To bind or not to bind, that is the question.
Actually, the question you should be asking yourself before purchasing a scrapbook binding machine is: Am I buying the right one?
Before investing in the handy crafting machines that allow you to create mini albums all the way up to mega-sized memory books, you should do research on the models that will best suit your scrapping needs.
As I mentioned in a previous blog, there is an array of binding machines on the market today. They range in price from $60 to more than $800 for professional versions.
Most scrappers can get away with buying a simple coil or comb binder; however, if have a habit of making large scrapbooks or albums with very thick pages, you may be better off investing in a more costly heavy-duty model. In addition, before you walk out of a store with a comb binder make sure it comes with the hole-drilling machine needed to accept the binding. If it doesn’t, then consider purchasing a kit that includes all the necessary equipment.
Serious scrappers may prefer thermal binding. This process includes applying a strip of glue-coated tape to the spine of your scrapbook. Heat from the machine melts the glue and adheres to all of the pages in the book. As the adhesive cools, a durable bond forms to keep the pages in place. The end result is a professional-looking album that should withstand the test of time. Unfortunately, thermal binding machines don’t come cheap. Most cost around $150, plus the cost of the tape.

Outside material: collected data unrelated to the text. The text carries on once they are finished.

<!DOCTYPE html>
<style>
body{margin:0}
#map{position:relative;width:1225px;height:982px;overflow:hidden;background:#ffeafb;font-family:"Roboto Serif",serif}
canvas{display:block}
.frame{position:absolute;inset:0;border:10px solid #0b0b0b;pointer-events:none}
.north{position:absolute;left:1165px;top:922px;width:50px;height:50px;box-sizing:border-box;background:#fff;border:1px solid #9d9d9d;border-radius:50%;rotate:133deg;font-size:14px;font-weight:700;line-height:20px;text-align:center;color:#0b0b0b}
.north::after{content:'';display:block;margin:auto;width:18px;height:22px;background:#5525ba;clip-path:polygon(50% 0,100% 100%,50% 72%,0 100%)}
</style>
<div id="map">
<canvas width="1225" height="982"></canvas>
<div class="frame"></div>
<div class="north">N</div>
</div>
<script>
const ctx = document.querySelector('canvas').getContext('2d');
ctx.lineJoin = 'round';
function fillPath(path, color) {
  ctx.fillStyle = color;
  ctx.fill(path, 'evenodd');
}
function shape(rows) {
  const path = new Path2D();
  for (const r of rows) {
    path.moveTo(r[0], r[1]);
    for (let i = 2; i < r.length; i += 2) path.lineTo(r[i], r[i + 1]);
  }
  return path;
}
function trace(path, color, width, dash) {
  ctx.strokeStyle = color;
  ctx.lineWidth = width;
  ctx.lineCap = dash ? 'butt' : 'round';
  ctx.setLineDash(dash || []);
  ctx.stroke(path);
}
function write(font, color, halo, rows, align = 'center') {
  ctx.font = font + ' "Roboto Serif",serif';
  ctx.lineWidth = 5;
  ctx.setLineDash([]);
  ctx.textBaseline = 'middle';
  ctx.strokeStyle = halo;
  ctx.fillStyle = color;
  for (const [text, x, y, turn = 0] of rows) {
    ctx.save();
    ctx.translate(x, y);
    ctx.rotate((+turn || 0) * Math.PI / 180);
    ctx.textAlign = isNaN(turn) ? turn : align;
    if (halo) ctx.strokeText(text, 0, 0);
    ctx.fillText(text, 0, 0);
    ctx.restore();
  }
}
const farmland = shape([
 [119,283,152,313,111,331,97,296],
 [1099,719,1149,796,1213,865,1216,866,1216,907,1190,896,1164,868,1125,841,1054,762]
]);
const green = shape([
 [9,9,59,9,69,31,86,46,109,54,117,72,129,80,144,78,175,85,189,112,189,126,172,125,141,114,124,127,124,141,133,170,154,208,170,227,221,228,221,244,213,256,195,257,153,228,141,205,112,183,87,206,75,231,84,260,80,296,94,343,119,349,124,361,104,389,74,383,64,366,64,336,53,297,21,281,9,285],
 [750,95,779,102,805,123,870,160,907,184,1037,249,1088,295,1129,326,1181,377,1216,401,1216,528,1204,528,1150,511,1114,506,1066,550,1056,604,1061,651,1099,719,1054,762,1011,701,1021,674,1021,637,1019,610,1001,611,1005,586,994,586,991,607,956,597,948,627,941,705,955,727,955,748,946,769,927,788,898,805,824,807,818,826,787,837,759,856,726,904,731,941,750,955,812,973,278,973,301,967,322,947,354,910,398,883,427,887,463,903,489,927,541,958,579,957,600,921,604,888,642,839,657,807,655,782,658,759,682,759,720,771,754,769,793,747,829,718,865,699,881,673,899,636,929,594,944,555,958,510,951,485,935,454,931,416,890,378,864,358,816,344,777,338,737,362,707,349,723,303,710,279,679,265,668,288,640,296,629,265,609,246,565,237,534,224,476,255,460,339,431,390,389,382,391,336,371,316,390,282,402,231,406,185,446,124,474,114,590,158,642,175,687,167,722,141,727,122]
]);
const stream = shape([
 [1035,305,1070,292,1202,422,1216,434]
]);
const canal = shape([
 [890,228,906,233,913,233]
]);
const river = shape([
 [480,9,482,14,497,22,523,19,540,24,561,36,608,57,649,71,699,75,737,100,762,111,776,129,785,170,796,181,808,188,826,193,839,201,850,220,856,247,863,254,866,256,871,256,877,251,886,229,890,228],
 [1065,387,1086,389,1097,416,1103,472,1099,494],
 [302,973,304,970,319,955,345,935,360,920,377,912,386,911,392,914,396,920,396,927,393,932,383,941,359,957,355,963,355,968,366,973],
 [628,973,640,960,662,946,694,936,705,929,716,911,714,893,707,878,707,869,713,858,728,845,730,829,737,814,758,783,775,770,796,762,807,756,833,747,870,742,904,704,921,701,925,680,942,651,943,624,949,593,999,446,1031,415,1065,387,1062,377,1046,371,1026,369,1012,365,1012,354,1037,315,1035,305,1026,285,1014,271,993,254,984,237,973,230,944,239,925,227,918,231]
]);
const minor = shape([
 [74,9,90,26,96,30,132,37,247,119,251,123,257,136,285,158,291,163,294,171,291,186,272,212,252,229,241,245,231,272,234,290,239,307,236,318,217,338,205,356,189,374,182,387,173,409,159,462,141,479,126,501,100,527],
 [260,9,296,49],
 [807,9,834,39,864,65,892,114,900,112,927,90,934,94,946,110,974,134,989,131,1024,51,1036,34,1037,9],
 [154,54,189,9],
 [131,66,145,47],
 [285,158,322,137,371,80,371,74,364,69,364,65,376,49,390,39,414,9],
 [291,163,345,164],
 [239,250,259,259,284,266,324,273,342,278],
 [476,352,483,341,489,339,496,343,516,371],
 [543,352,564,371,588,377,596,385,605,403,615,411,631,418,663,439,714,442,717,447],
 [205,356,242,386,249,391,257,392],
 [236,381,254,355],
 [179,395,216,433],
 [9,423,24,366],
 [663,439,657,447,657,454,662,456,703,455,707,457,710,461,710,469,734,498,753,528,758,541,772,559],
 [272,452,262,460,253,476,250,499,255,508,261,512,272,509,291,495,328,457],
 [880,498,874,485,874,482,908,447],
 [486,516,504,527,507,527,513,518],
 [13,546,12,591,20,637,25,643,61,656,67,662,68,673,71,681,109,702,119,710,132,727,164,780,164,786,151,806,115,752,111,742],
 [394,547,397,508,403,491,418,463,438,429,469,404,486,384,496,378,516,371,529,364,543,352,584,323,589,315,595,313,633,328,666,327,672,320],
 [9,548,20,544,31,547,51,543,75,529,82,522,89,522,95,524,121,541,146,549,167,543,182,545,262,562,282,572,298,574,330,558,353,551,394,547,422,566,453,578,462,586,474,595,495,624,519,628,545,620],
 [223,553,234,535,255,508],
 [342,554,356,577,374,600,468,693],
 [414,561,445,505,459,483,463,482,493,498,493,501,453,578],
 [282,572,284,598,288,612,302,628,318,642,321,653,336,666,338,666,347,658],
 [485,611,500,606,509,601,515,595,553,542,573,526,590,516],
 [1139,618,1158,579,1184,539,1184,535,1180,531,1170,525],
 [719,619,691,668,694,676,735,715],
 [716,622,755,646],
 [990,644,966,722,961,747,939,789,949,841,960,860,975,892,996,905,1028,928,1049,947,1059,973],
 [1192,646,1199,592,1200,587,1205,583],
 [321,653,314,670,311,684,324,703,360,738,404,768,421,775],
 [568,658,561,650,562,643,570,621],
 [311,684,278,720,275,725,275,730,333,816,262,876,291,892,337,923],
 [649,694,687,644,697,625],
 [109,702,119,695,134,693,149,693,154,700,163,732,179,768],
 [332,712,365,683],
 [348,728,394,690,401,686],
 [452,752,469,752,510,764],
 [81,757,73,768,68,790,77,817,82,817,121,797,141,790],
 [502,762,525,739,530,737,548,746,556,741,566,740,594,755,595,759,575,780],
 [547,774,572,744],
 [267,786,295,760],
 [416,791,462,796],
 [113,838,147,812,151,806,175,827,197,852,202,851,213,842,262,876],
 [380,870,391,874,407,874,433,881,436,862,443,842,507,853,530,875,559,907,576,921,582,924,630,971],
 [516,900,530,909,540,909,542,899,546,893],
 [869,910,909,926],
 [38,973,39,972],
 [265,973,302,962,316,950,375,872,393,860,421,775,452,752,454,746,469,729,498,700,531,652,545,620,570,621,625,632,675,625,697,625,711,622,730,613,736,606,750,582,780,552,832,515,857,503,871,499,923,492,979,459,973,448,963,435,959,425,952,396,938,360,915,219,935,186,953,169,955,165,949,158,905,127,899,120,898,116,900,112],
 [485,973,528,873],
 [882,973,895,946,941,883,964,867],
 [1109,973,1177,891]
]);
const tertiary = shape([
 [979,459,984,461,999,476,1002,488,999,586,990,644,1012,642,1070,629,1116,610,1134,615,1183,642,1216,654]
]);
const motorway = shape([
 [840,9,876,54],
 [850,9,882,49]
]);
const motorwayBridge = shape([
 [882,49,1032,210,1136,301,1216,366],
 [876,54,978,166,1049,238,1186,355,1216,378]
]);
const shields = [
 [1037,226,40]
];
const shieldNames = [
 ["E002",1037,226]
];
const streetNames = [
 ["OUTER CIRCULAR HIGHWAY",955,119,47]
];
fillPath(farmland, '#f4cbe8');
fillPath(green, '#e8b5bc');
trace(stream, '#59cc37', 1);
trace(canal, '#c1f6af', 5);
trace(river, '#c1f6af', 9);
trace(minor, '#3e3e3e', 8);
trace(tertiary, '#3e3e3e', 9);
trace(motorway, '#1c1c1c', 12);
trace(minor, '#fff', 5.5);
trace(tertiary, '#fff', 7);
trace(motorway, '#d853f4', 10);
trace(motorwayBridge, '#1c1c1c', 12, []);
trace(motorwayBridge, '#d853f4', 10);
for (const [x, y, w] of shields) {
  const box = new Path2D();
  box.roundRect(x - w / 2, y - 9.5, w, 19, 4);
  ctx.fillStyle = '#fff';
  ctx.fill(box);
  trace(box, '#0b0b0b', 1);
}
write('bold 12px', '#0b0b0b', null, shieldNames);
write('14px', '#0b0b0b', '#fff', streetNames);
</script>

If you don’t have the money to invest in a binding machine, there are other ways you can stock up on albums without draining your wallet. For instance, you can use a three-ring binder to create an affordable scrapbook. You could also take your layouts to a copy shop or office supply store and pay to have employees there bound your book. Or, simply wait for outdated binding machines to go on sale. When newer versions come out, shops typically place older models on clearance.